Stored data:
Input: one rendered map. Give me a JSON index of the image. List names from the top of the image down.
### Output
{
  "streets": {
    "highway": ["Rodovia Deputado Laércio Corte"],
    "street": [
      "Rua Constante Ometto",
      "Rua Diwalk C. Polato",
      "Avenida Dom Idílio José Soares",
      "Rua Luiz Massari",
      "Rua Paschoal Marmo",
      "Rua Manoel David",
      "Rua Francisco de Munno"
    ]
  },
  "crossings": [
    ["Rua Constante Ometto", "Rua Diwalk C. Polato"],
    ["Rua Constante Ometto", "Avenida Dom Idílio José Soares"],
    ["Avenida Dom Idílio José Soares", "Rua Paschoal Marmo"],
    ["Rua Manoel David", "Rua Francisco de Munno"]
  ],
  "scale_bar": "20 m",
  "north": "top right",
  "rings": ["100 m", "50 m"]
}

EXERCISE AIM:
Read the records above. Show each line that has the string "David".

YOUR SOLUTION:
      "Rua Manoel David",
    ["Rua Manoel David", "Rua Francisco de Munno"]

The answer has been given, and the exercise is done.